What you should do: Copy every entry below exactly as it appears, leaving out the images.

Data records:

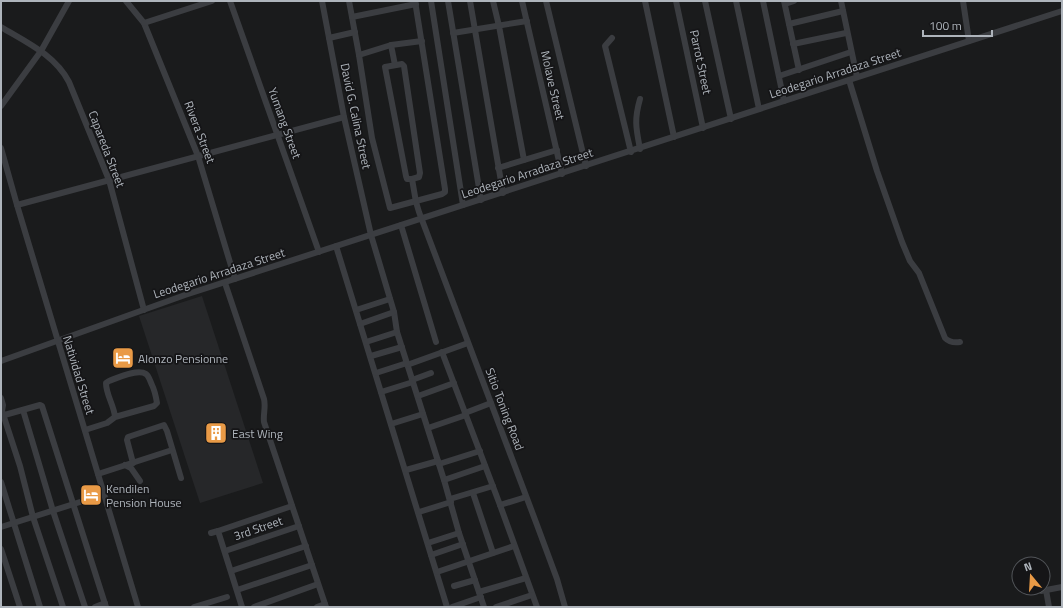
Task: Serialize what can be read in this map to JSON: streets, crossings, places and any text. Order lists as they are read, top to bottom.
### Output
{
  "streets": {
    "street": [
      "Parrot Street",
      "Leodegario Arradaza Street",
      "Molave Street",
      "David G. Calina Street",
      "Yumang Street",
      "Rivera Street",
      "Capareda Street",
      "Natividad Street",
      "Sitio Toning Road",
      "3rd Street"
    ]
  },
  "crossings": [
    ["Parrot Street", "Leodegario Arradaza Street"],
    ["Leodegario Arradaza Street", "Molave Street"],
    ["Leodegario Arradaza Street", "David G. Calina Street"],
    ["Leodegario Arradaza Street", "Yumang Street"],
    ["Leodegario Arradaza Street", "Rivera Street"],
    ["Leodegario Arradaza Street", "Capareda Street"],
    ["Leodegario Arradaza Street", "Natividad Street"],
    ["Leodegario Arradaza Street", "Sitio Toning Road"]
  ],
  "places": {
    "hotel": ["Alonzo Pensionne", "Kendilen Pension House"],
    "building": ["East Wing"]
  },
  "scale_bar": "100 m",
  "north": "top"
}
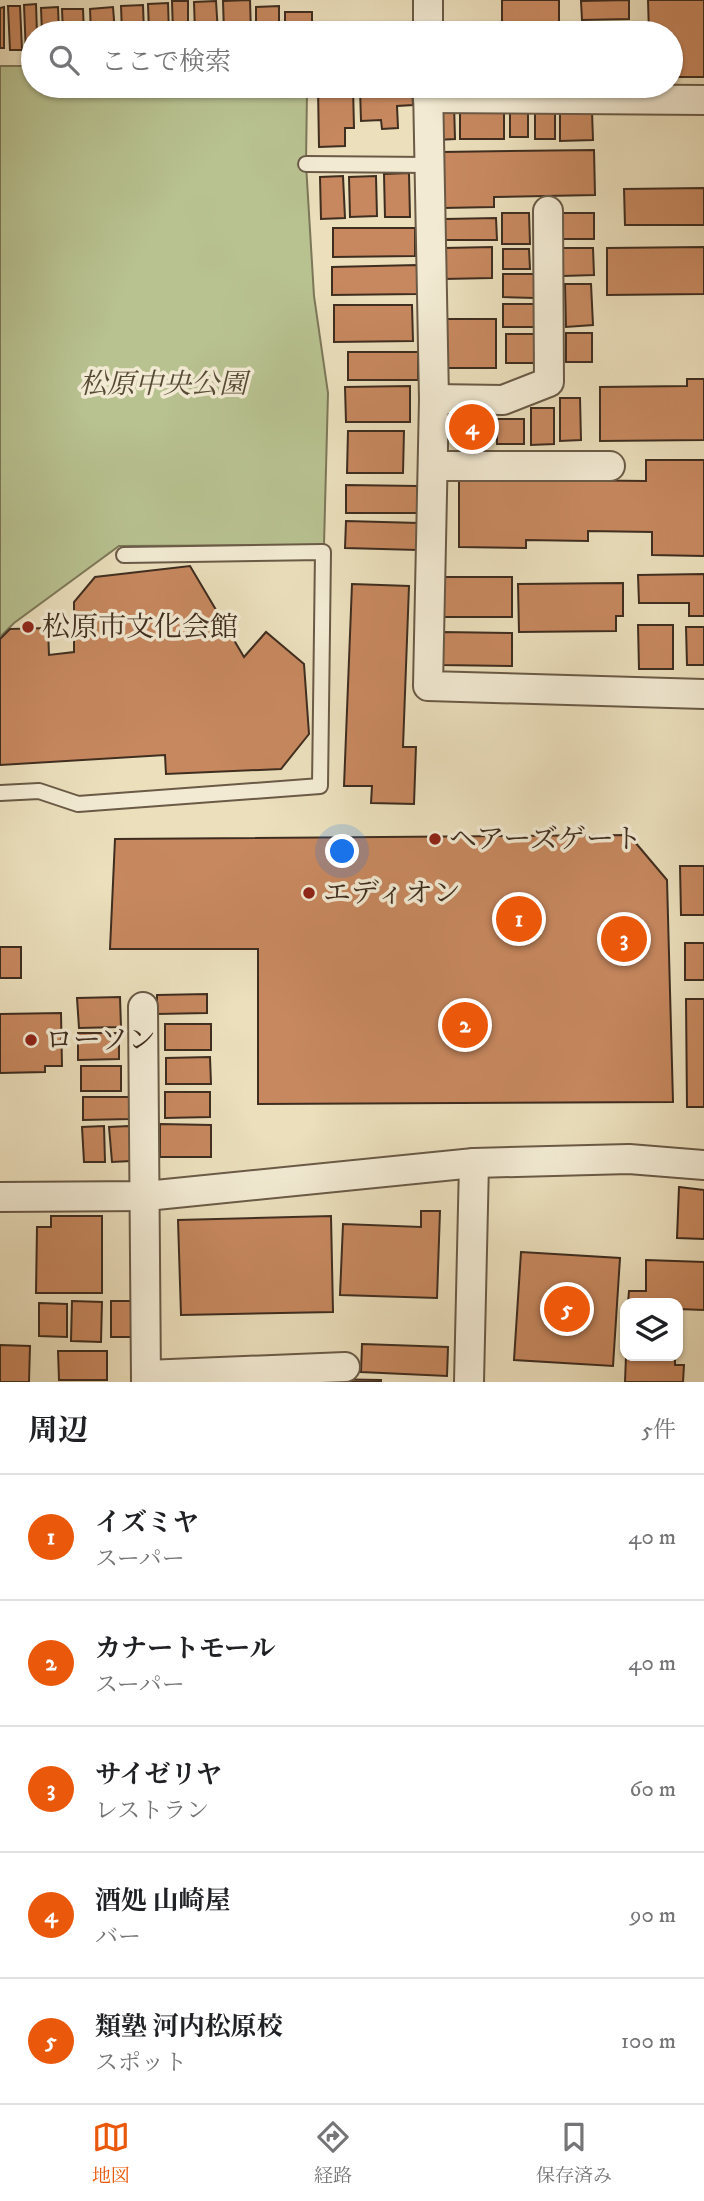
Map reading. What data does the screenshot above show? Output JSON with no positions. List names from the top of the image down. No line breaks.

Task output:
Task: Serialize what can be read in this map to JSON: streets, crossings, places and any text. Order lists as they are read, top to bottom.
### Output
{
  "streets": {
    "street": [
      "Parrot Street",
      "Leodegario Arradaza Street",
      "Molave Street",
      "David G. Calina Street",
      "Yumang Street",
      "Rivera Street",
      "Capareda Street",
      "Natividad Street",
      "Sitio Toning Road",
      "3rd Street"
    ]
  },
  "crossings": [
    ["Parrot Street", "Leodegario Arradaza Street"],
    ["Leodegario Arradaza Street", "Molave Street"],
    ["Leodegario Arradaza Street", "David G. Calina Street"],
    ["Leodegario Arradaza Street", "Yumang Street"],
    ["Leodegario Arradaza Street", "Rivera Street"],
    ["Leodegario Arradaza Street", "Capareda Street"],
    ["Leodegario Arradaza Street", "Natividad Street"],
    ["Leodegario Arradaza Street", "Sitio Toning Road"]
  ],
  "places": {
    "hotel": ["Alonzo Pensionne", "Kendilen Pension House"],
    "building": ["East Wing"]
  },
  "scale_bar": "100 m",
  "north": "top"
}
Map reading. What data does the screenshot above show? Output JSON with no positions. List names from the top of the image down. No line breaks.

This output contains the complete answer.